The Siberian Times reporters had a chance to observe a couple of caning sessions involving a drug user and an alcoholic. Young Natasha was introduced to drugs by a boyfriend who was since killed by the habit, and says the controversial treatment saved her life. She receives 60 lashes per session. “With each lash I scream and grip tight to the end of the surgical table. It’s a stinging pain, real agony, and my whole body jolts. Often I cry, and the doctor sometimes asks what I am feeling, and if I am ok,” she says. “My body gets really hot and my palm starts sweating. It’s really unpleasant – but after each session, I can see that it works. In fact, it’s the only thing that has worked for me. The pain helps me understand the dangers I have caused to myself, how I was simply killing myself.”
41-year-old Yuri was so stressed out by work that he developed a serious vodka-drinking habit. Alcoholics get between 30 and 60 strokes, but he felt every one of them. ”The first strike was sickening. I screamed, and swore like a drunk sailor,” he said. “Somehow I got through all 30 lashes. The next day I got up with a stinging backside but no desire at all to touch the vodka in the fridge. The bottle has stayed there now for a year.” But although it helped cure his addiction, the treatment caused other serious problems for Yuri. “She [his girlfriend] suspected me of all sorts of weird things, from a secret affair to visiting the local dominatrix. I told her the truth – and when I explained it all she said she was proud of me for taking such a risky step to cure myself,” he told the press.
Chukhrova and Pilipenko, as well as their patients claim the treatment works when all else fails, but other mainstream doctors say the beating can be replaced with other known endorphin production stimulants like exercise, acupuncture, massage therapy or eating chocolate.
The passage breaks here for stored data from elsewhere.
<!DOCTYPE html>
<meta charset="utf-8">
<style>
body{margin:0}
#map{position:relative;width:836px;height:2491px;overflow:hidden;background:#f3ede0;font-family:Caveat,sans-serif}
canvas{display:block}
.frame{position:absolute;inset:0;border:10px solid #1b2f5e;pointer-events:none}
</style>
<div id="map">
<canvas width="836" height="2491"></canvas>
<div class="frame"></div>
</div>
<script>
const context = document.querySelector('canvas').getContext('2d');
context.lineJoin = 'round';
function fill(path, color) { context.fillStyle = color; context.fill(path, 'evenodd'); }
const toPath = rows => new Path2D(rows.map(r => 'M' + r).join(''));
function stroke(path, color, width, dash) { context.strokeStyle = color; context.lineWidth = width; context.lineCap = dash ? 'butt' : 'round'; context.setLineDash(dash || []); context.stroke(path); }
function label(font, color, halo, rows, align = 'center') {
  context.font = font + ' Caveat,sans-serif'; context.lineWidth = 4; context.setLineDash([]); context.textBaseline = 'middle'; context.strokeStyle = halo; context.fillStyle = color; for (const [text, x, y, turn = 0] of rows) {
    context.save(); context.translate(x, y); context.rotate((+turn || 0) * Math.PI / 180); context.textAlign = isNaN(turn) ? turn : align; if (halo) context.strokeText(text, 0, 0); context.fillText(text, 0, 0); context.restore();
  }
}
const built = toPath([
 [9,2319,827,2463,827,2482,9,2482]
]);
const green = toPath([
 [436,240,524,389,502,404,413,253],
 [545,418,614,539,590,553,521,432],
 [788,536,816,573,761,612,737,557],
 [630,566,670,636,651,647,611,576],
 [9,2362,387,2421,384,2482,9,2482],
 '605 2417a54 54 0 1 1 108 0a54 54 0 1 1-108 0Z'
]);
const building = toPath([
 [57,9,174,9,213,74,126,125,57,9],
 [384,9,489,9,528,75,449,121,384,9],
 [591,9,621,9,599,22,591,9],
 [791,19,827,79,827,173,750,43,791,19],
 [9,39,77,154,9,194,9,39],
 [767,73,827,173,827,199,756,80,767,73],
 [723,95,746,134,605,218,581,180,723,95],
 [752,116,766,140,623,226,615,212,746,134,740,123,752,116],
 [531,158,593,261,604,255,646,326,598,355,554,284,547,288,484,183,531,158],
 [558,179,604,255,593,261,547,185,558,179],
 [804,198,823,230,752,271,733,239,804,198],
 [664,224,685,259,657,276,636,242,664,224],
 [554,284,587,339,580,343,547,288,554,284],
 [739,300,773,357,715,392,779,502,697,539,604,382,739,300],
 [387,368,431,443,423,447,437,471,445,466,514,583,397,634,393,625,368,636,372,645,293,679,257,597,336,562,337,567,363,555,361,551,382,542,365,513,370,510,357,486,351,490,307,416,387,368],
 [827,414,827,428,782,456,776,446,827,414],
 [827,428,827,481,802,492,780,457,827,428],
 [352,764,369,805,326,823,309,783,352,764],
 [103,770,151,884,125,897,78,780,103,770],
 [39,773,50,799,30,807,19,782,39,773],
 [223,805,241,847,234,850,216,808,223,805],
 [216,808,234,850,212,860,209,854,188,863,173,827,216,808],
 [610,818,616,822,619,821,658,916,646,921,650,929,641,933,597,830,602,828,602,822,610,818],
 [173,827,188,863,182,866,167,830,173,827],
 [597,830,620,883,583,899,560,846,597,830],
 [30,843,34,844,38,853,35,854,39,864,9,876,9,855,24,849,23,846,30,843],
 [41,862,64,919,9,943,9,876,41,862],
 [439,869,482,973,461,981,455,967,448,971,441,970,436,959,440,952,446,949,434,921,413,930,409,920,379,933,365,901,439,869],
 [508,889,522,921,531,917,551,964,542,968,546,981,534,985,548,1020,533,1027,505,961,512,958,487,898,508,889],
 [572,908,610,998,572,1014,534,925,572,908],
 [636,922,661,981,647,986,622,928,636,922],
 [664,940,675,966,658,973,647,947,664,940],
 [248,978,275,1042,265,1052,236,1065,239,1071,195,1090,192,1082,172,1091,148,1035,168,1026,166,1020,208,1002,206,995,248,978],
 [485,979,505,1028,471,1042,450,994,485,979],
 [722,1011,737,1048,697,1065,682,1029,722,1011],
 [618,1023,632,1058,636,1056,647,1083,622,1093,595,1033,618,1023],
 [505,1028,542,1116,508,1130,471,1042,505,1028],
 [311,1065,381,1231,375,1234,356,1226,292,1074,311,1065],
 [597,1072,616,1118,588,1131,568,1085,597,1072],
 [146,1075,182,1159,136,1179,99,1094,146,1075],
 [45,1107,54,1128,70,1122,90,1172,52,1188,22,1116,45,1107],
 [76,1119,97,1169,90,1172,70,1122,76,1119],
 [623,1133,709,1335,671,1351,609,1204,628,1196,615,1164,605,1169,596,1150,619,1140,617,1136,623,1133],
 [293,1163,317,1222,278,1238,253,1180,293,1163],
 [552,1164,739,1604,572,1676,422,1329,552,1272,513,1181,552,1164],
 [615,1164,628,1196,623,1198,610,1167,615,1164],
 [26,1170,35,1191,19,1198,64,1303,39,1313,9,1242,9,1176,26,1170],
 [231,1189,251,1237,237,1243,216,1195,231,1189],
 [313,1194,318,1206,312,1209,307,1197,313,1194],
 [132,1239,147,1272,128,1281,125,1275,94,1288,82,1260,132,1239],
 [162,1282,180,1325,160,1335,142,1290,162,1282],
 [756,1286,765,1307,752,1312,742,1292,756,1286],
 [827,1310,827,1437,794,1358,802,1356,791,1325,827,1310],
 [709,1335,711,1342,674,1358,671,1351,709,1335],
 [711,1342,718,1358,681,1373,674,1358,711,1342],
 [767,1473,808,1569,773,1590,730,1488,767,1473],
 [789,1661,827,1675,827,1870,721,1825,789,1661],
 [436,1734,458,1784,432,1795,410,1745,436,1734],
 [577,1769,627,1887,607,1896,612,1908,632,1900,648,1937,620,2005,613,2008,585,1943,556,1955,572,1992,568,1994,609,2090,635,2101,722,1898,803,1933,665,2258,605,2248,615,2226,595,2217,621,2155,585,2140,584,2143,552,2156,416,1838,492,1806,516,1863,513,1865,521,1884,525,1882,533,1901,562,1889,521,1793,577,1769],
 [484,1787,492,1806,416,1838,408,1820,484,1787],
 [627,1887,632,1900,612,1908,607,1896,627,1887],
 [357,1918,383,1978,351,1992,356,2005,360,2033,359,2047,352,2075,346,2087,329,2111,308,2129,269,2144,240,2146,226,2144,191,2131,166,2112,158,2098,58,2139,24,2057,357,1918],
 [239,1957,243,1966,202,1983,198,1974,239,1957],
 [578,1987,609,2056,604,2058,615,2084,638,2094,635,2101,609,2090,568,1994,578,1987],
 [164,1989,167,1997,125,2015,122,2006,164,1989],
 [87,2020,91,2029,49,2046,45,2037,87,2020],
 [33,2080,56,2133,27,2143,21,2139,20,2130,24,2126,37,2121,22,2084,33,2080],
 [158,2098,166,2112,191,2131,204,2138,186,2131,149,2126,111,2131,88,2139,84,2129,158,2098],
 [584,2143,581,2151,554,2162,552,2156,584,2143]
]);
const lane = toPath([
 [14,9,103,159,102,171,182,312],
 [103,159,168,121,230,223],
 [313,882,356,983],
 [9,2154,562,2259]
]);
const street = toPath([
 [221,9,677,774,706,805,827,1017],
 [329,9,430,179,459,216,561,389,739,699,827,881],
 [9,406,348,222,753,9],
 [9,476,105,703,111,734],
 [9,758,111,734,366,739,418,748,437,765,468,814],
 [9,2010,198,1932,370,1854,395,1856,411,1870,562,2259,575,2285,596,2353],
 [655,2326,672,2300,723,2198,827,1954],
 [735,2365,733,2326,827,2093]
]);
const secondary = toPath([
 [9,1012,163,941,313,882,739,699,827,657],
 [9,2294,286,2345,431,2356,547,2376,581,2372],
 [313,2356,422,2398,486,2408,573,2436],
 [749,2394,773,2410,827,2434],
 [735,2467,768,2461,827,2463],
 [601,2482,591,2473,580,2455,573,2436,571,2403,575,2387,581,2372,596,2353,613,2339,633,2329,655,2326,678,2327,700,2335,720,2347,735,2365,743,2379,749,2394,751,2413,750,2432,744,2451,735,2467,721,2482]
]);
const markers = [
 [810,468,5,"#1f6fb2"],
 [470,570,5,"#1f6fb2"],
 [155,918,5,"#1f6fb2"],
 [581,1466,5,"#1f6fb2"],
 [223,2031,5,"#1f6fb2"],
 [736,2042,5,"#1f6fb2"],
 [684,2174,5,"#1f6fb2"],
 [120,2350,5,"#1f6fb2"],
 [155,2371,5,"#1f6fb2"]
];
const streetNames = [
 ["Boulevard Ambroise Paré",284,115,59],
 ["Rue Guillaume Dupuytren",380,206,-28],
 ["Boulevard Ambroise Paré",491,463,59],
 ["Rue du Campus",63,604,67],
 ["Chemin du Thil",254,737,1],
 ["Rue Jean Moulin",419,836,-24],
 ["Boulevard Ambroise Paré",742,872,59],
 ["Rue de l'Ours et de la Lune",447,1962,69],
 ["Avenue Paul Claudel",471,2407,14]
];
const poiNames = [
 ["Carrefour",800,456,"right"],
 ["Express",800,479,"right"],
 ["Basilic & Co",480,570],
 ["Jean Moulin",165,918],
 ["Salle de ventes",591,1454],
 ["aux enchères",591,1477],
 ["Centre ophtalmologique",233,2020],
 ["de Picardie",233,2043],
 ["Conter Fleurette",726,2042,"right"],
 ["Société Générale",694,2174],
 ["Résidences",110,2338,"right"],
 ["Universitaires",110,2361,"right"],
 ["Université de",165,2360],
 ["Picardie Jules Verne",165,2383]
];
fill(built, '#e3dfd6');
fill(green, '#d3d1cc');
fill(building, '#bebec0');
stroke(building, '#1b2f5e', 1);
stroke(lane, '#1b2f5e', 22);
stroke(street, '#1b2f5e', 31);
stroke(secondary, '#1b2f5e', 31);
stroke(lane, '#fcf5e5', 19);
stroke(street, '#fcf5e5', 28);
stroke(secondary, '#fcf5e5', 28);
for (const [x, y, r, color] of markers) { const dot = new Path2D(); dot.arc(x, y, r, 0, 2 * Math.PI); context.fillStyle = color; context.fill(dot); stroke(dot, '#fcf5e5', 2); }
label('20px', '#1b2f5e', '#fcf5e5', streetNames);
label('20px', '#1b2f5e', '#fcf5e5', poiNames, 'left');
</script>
The Siberian practitioners insist that the pain “acts like a warning so that the individual doesn’t let offence, annoyance, anger, laziness, desolation or hopelessness get in his way of going towards the next achievement,” adding that they only use flexible willow branches that don’t break or cause bleeding, and they only strike the buttocks area. One other very important thing worth mentioning is that these lashing sessions are only used in the final stages of a long treatment that involves a lot of counseling and even detox.
The Siberian clinic gets patients from all over Russia and has received inquiries about appointments from as far as the United States.